- Education: Edinburgh's Telford College Edinburgh Napier University
- Occupations: Sports scientist and football executive
- Years active: 2005–present
- Employer: Heart of Midlothian F.C.
- Title: Sporting director

= Graeme Jones (football executive) =

Scottish sports scientist and executive

Graeme Jones is a Scottish sports scientist and football executive who has been sporting director of Heart of Midlothian since November 2024. He worked for the Scottish Football Association (SFA) from 2015 to 2024, latterly as performance director.

==Early life and education==
Jones grew up in East Lothian. He studied sports coaching and development at Edinburgh's Telford College, now part of Edinburgh College. After two years there, he joined the third year of the sport and exercise science degree at Edinburgh Napier University, graduating with second-class honours in 2005. He later completed a master's degree in sports medicine and exercise science in Glasgow.

Edinburgh Napier gave him an Alumni Excellence Award in 2024.

==Career==
===Sports science===
While studying for his master's degree, Jones worked part-time as an applied physiologist at the Hampden Sports Clinic. He also held a sports science post at Raith Rovers and taught at a college in Fife.

He later joined the Hampden clinic full-time, working with Scottish football referees and athletes in other sports. He was also employed by UEFA as a fitness coach.

===Scottish Football Association===
Jones joined the SFA in August 2015 as head of football science and medicine. He was made head of high performance in October 2017.

In March 2018, the Daily Record profiled Jones's work on the SFA's use of performance data. It reported that the association had invested in GPS monitoring the previous year, later than the associations in the other home nations, and was comparing data from international sessions with information supplied by players' clubs to judge their usual training loads.

Interviewed by Training Ground Guru in 2020, Jones said the high-performance department had only three staff when he took charge: a doctor, a physiotherapist and a sports scientist. He said GPS tracking and data analysis were not being used at the time. More staff were brought into sports science, medicine, match analysis and recovery during his first six months. The department also began sharing more fitness information with clubs and changing training loads during international camps.

One episode of Jones's SFA career attracted wider attention. Before Scotland's UEFA Euro 2020 qualifying match in Kazakhstan in March 2019, he appeared on television to explain why the squad would remain on United Kingdom time in Astana. The clip was mocked after Scotland lost 3-0. Jones told The Times in 2024 that he still believed the preparation had been right, although he thought he had explained it badly.

The interview became part of the wider criticism of the SFA after the defeat. In a Daily Record opinion column, Gordon Parks presented it as an example of broader failings within the association.
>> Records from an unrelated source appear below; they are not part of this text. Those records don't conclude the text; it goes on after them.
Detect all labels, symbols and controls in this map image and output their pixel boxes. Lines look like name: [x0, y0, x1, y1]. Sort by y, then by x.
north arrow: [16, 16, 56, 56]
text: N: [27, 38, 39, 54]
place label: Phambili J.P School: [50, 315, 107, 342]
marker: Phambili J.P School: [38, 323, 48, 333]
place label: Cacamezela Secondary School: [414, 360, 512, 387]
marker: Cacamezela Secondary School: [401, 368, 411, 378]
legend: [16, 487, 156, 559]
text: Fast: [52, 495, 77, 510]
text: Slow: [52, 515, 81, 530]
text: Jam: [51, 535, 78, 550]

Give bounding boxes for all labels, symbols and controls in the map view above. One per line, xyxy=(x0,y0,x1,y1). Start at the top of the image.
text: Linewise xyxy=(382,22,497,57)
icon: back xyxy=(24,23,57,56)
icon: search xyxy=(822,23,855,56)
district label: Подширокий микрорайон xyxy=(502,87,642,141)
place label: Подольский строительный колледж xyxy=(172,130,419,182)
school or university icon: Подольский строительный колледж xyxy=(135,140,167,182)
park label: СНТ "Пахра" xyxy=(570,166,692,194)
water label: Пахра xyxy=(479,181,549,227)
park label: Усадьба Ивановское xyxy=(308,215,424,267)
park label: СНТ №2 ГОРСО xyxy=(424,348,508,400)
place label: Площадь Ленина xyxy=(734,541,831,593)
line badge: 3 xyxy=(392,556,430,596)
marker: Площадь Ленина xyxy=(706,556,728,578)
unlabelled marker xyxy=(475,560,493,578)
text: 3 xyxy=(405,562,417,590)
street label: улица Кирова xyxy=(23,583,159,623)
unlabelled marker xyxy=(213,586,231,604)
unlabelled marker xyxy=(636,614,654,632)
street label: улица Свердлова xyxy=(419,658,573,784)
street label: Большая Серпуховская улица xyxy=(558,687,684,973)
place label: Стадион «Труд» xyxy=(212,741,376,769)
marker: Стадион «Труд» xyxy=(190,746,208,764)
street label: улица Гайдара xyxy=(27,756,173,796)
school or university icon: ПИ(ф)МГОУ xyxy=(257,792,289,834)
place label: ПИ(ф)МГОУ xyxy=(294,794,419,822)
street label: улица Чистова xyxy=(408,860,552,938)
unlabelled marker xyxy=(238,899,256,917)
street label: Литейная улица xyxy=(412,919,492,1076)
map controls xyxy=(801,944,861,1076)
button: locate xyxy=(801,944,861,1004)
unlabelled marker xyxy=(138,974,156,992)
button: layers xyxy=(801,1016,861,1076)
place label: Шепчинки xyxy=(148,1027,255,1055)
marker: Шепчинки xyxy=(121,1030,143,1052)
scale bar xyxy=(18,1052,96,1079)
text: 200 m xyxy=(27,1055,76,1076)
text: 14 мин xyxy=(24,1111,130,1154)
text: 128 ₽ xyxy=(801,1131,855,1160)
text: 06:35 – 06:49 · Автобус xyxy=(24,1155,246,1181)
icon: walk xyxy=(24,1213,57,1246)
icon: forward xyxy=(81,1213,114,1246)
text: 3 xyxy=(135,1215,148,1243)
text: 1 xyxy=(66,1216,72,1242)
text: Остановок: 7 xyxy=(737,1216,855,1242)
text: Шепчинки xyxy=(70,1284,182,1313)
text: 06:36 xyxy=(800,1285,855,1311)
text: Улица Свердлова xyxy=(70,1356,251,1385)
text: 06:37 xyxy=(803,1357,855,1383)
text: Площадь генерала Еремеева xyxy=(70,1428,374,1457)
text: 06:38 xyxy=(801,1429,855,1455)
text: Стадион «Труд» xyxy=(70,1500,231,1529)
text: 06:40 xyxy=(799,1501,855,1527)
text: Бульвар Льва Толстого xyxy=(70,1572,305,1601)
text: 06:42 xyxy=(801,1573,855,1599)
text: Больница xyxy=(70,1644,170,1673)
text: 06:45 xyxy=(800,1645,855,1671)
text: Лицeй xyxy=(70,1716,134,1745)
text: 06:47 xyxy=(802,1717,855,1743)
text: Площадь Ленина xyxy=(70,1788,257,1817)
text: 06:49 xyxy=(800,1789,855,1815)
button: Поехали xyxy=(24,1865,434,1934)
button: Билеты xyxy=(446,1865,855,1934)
Scotland international Robert Snodgrass later defended Jones in The Daily Telegraph, saying the criticism had been misplaced and describing him as one of the main people trying to move the national team forward.

Jones stayed in post when Steve Clarke replaced Alex McLeish later in 2019. The Times reported that Jones and Clarke were not initially close and had difficult discussions about working practices, but that Jones later handled much of the performance and logistical work around Clarke's squad.

The SFA promoted him to performance director in December 2023. He had responsibility across the men's, women's and youth national teams, including medicine, sports science, analysis, scouting and talent identification. He also dealt with travel, accommodation and training arrangements for the men's senior squad.

Jones joined Scottish Squash as a non-executive director in 2020, with responsibility for performance.

===Heart of Midlothian===
Hearts announced Jones's appointment in September 2024 and he started work on 25 November. The club gave him responsibility for recruitment, performance and the academy, covering both the men's and women's football departments.

Jones had already been involved in the appointment of Neil Critchley as head coach before formally taking up the post. Former Scotland women's manager Shelley Kerr was appointed technical development manager soon after his arrival. Her work focused on the route from the academy to the men's first team.

The Times reported in October 2025 that Jones was Hearts' only point of contact with Jamestown Analytics. He received the company's recruitment and performance analysis and passed its reports on the first team to head coach Derek McInnes.

Critchley was dismissed in April 2025. Jones worked with Jamestown Analytics on the names put before the Hearts board, and McInnes was appointed the following month.

McInnes left for Rangers in June 2026. Hearts appointed Wouter Vrancken as his replacement after an online meeting and a day-long interview. Jones said Vrancken had first come to the club's attention through its analytical work.